As Theo Cateforis acknowledges in his preface to The Rock History Reader, teachers of courses on popular music have a wealth of materials at their disposal in the form of anthologies. Whether it be the history of jazz, of hip hop, or even of rock criticism itself, chances are that an anthology exists that can serviceably guide students through the relevant issues and introduce them to some of the significant personalities involved. Cateforis's new collection is geared specifically towards the history of rock, and while it therefore intersects with several existing alternatives—the most relevant being David Brackett's The Pop, Rock, and Soul Reader: Histories and Debates (New York: Oxford University Press, 2004)—it holds its own among the competition as a thorough, conscientious, and engaging guide to rock's history since the 1950s.
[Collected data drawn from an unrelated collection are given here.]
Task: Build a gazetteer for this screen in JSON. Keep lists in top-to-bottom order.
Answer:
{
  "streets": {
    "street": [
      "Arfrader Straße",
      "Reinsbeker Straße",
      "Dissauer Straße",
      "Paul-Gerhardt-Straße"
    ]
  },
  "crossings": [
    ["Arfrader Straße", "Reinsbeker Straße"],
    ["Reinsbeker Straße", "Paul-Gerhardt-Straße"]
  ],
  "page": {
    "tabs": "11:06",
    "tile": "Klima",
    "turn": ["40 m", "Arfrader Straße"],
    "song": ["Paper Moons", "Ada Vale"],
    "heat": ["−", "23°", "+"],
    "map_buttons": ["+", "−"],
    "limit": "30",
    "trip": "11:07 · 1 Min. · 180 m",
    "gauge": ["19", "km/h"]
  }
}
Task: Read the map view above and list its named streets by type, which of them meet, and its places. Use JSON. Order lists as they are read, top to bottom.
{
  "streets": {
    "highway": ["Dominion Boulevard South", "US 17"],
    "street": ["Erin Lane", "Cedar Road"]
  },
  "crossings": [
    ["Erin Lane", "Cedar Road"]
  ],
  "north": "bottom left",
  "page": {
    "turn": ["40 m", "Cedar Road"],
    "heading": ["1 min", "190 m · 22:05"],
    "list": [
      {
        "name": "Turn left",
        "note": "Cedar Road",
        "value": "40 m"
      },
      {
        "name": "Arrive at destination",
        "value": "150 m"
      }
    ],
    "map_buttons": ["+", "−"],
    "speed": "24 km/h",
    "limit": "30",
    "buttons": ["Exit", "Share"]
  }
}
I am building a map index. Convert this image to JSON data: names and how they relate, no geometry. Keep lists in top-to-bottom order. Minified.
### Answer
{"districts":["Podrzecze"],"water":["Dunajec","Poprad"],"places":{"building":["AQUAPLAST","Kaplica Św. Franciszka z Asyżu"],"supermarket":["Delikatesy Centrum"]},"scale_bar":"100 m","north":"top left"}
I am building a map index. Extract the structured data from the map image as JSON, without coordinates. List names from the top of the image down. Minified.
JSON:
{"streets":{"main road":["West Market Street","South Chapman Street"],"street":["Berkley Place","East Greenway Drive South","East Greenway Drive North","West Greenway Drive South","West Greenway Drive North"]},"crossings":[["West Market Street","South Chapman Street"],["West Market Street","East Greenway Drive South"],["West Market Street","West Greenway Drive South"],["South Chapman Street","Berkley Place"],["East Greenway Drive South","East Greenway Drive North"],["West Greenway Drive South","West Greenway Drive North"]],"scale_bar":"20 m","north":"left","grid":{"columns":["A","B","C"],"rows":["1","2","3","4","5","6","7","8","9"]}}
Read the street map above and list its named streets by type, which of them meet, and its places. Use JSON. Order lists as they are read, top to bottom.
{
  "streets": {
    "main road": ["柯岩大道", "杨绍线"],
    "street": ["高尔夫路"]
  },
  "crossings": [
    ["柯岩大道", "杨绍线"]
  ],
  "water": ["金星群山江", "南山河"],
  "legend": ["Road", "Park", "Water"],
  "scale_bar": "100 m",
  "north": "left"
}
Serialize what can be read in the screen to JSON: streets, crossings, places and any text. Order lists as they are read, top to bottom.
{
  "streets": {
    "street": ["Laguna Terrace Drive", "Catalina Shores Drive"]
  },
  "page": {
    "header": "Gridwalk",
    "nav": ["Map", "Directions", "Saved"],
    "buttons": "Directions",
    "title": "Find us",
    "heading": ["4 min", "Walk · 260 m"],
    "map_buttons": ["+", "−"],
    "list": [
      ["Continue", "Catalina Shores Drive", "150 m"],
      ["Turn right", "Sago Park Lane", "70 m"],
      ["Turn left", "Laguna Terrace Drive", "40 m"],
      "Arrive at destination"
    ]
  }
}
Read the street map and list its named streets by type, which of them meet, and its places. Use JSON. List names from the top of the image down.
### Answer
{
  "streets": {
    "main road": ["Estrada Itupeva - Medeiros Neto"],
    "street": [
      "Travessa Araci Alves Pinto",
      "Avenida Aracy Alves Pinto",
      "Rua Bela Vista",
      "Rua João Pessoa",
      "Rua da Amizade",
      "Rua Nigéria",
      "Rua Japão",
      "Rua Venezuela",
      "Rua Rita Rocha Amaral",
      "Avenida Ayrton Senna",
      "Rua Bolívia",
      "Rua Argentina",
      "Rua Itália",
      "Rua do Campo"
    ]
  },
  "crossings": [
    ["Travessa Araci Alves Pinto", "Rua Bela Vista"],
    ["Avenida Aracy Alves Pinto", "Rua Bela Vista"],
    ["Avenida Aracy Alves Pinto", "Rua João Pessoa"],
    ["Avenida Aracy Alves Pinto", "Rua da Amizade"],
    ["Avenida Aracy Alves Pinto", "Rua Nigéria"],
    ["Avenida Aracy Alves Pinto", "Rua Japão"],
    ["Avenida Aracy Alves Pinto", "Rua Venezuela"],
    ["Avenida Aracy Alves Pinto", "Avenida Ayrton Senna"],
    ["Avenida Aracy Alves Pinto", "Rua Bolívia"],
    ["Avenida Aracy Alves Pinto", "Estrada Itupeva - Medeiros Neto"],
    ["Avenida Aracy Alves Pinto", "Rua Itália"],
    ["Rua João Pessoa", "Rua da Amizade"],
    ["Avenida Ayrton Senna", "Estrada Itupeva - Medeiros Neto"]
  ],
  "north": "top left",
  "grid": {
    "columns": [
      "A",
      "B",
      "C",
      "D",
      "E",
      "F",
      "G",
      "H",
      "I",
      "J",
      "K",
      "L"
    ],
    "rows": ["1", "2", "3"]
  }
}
The Rock History Reader includes fifty-nine readings in total, arranged by decade in six sections (the 1950s to the 2000s). These readings take a variety of forms: first-hand accounts from within the music industry, academic analyses of musical repertories and cultural formations, newspaper and magazine editorials, serious criticism from the popular press, reminiscences by fans, primary-source legal documents, and so on. The range of topics is equally broad—from issues of censorship and piracy, to rock's aesthetics and formal content, to the politics of identity, to rock's relationship to capitalism, to questions of race and cultural imperialism. Such breadth was of course carefully worked out: in the preface, Cateforis makes clear his desire to provide a relevant and useful pedagogical tool for instructors from a variety of disciplines within the fine arts, social sciences, and humanities. He is also fully engaged with issues of diversity and multiculturalism: welcome entries on such topics as Chicano rock, country-based rock, reggae, queer identity in rock, and several articles offering [End Page 516] feminist perspectives on rock will surely make significant headway in getting future students to challenge the lingering white-male authority of rock culture.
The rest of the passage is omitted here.